Plantu, l’un des plus grands noms de la caricature française, était à Montréal le 20 janvier dernier dans le cadre d’une conférence intitulée « Libérez les crayons ». Cette discussion s’invite dans un contexte où certaines caricatures font la une des médias, parce qu’elles n’ont pas été comprises, mal interprétées, comme celle de Riss et son dessin sur l’avenir qu’aurait pu avoir le jeune Syrien Aylan, échoué sur la plage.
Par Manon Lefèvre-Mons, journaliste et chroniqueuse
« Libérez les crayons », parce qu’il faudrait toujours permettre aux caricaturistes de faire leur métier sereinement, de le faire sans être attaqués, menacés, voir même tués. Pendant toute cette conférence, Plantu a tenté d’expliquer que le caricaturiste se doit d’être toujours à la limite du correct, qu’il doit osciller entre le correct et l’incorrect, voire même tendre vers ce qui dérange. Parce que le but de ces dessins, outre de faire rire, est d’interpeler les lecteurs sur des sujets tabous, sur la politique, sur le sexe, ou encore sur des non-dits, des choses que l’on perçoit à travers des votes contestataires, par exemple.
L’intérêt des caricatures réside dans la provocation d’une réaction chez le lecteur, peu importe laquelle. Son discours était intelligent puisqu’il m’a fait prendre conscience que le caricaturiste représentait aussi la démocratie, tant qu’un gouvernement les laisse dessiner et critiquer ce qu’ils veulent.
Au travers de plusieurs de ses caricatures, Plantu cherchait à nous faire comprendre que les menaces sont omniprésentes, que le dessin s’il choque trop peut avoir des effets dévastateurs, comme pour Charlie Hebdo. Mais, qu’il ne faut jamais céder à la peur ou à l’autocensure. Les réseaux sociaux propagent les informations à une vitesse fulgurante, y compris les caricatures. Malheureusement, c’est souvent les moins bien interprétées qui font le « buzz » sur la toile. Mais ce sont ces « mauvaises » caricatures qui provoquent des réactions politiques, ou encore des réactions de dessinateurs qui répondent par la plume plutôt que par la violence.

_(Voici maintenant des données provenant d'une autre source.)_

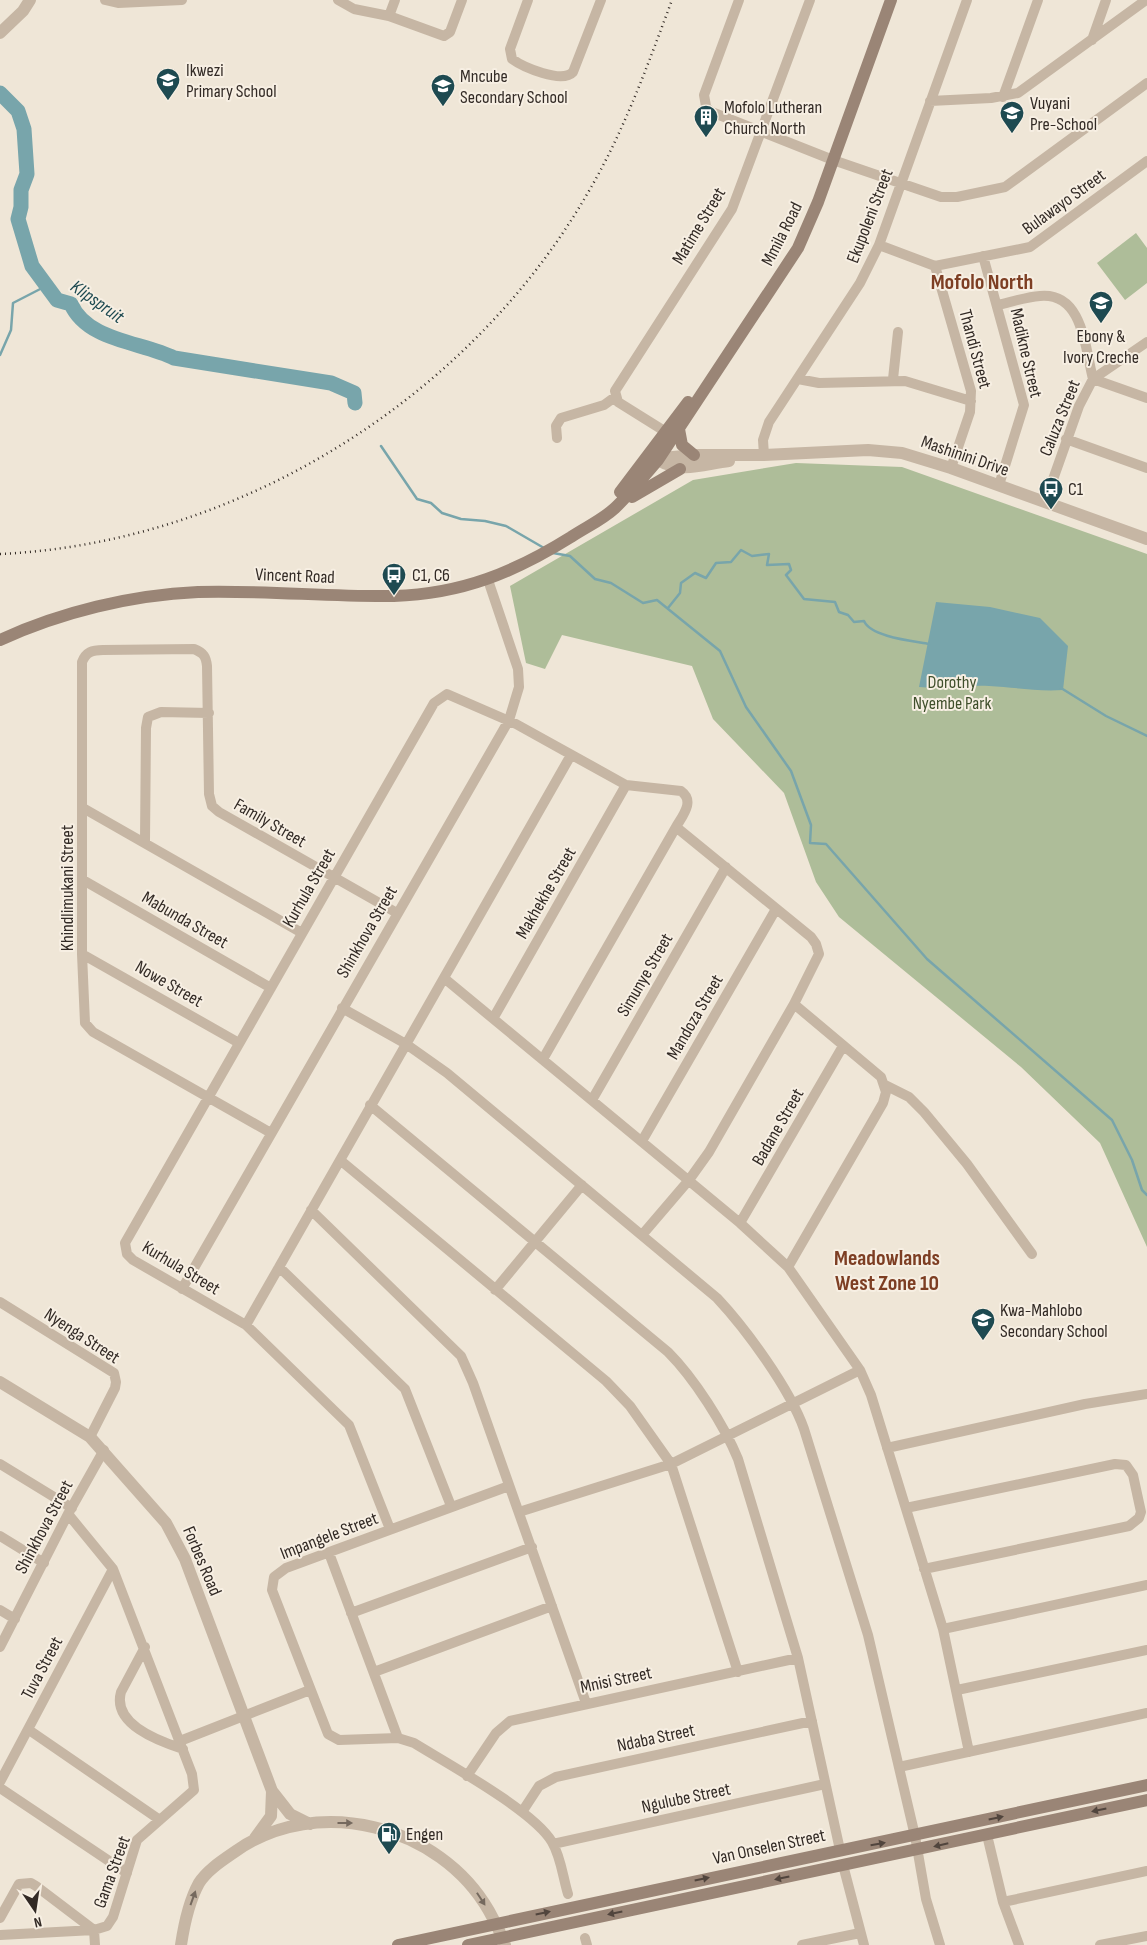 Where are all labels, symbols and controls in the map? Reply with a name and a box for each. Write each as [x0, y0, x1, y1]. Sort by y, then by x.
place label: Ikwezi Primary School [186, 60, 277, 102]
place label: Mncube Secondary School [460, 66, 568, 108]
school or university icon: Ikwezi Primary School [155, 67, 181, 101]
school or university icon: Mncube Secondary School [430, 73, 456, 107]
place label: Vuyani Pre-School [1030, 93, 1097, 135]
place label: Mofolo Lutheran Church North [724, 97, 822, 139]
school or university icon: Vuyani Pre-School [999, 100, 1025, 134]
building icon: Mofolo Lutheran Church North [693, 104, 719, 138]
street label: Ekupoleni Street [842, 165, 898, 266]
street label: Bulawayo Street [1018, 165, 1110, 239]
street label: Matime Street [668, 183, 730, 268]
street label: Mmila Road [757, 199, 807, 269]
district label: Mofolo North [931, 269, 1033, 296]
water label: Klipspruit [66, 275, 129, 329]
school or university icon: Ebony & Ivory Creche [1088, 290, 1114, 324]
street label: Madikne Street [1006, 306, 1047, 400]
street label: Thandi Street [954, 307, 996, 391]
place label: Ebony & Ivory Creche [1063, 326, 1139, 368]
street label: Caluza Street [1035, 376, 1085, 459]
street label: Mashinini Drive [918, 431, 1012, 481]
bus stop icon: C1 [1038, 476, 1064, 510]
place label: C1 [1068, 479, 1084, 500]
bus stop icon: C1, C6 [381, 562, 407, 596]
street label: Vincent Road [255, 564, 335, 588]
place label: C1, C6 [412, 565, 450, 586]
park label: Dorothy Nyembe Park [913, 672, 991, 714]
street label: Family Street [230, 794, 310, 852]
street label: Khindlimukani Street [57, 824, 78, 951]
street label: Makhekhe Street [511, 843, 581, 942]
street label: Kurhula Street [278, 845, 340, 931]
street label: Shinkhova Street [332, 882, 402, 982]
street label: Mabunda Street [138, 887, 232, 953]
street label: Simunye Street [613, 929, 678, 1020]
street label: Nowe Street [131, 956, 207, 1012]
street label: Mandoza Street [662, 970, 728, 1063]
street label: Badane Street [748, 1084, 809, 1169]
street label: Kurhula Street [138, 1237, 224, 1300]
district label: Meadowlands West Zone 10 [834, 1245, 940, 1297]
place label: Kwa-Mahlobo Secondary School [1000, 1300, 1108, 1342]
street label: Nyenga Street [40, 1304, 124, 1368]
school or university icon: Kwa-Mahlobo Secondary School [970, 1307, 996, 1341]
street label: Shinkhova Street [11, 1476, 78, 1577]
street label: Impangele Street [277, 1508, 381, 1564]
street label: Forbes Road [178, 1523, 226, 1599]
street label: Tuva Street [17, 1633, 67, 1703]
street label: Mnisi Street [578, 1662, 654, 1698]
street label: Ndaba Street [615, 1719, 697, 1756]
street label: Ngulube Street [640, 1778, 733, 1818]
one-way arrow [1092, 1806, 1107, 1814]
one-way arrow [989, 1813, 1005, 1821]
one-way arrow [337, 1819, 353, 1827]
fuel station icon: Engen [376, 1821, 402, 1855]
place label: Engen [406, 1824, 443, 1845]
street label: Van Onselen Street [711, 1825, 828, 1869]
street label: Gama Street [89, 1833, 135, 1911]
one-way arrow [870, 1839, 886, 1847]
one-way arrow [933, 1841, 948, 1849]
one-way arrow [774, 1874, 789, 1882]
one-way arrow [695, 1875, 711, 1883]
north arrow [10, 1885, 60, 1935]
one-way arrow [189, 1890, 197, 1905]
one-way arrow [477, 1893, 486, 1906]
one-way arrow [536, 1909, 551, 1917]
one-way arrow [608, 1909, 623, 1917]
text: N [32, 1913, 43, 1931] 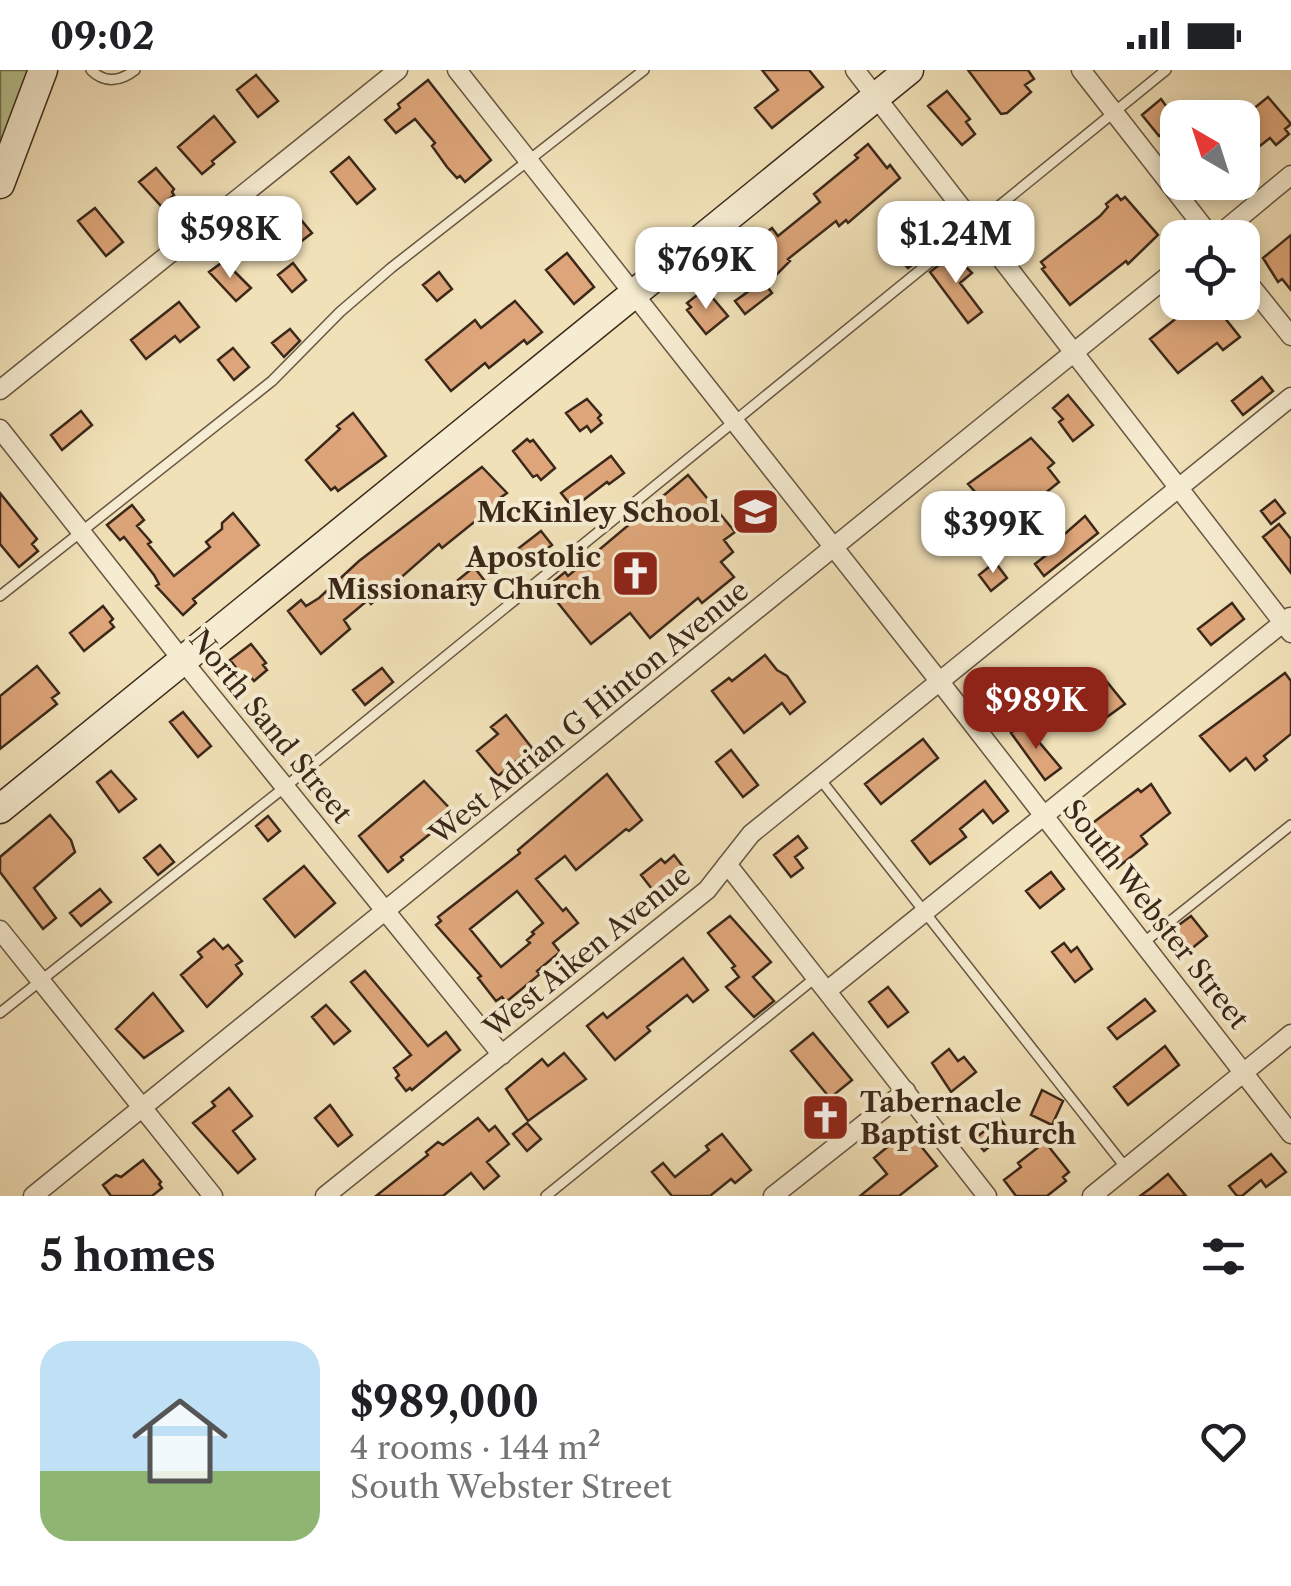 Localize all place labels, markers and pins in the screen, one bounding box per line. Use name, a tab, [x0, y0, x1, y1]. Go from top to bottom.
pin: $598K	[160, 196, 300, 281]
pin: $1.24M	[875, 201, 1037, 286]
pin: $769K	[636, 227, 776, 312]
school or university icon: McKinley School	[729, 486, 781, 538]
pin: $399K	[923, 491, 1063, 576]
place label: McKinley School	[477, 495, 720, 529]
place label: Apostolic Missionary Church	[327, 540, 601, 606]
church icon: Apostolic Missionary Church	[610, 547, 662, 599]
pin: $989K	[966, 667, 1106, 752]
place label: Tabernacle Baptist Church	[860, 1085, 1076, 1151]
church icon: Tabernacle Baptist Church	[799, 1092, 851, 1144]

Caricaturistes, fantassins de la démocratie
Pour terminer cette conférence, Plantu a tenu à nous faire visionner le film Caricaturistes, fantassins de la démocratie, sélection officielle du Festival de Cannes 2014, qui retrace le parcours de 12 caricaturistes dans leurs pays respectifs. Ils sont parfois victimes de censure, de persécution dans des pays où le gouvernement se veut démocratique. Plantu, qui fait partie des dessinateurs présents dans le film voulait attirer notre attention sur les enjeux du métier de caricaturiste et de la société dans laquelle il est exercé.
Ce long métrage réalisé par Stéphanie Valloato nous montre le quotidien d’un Français, d’une Tunisienne, d’un Russe, d’un Mexicain, d’un Américain, d’un Burkinabé, d’un Chinois, d’un Algérien, d’un Ivoirien, d’une Vénézuélienne, d’un Israélien et d’un Palestinien, qui tous défendent leur démocratie avec la plus belle arme qui soit : un crayon.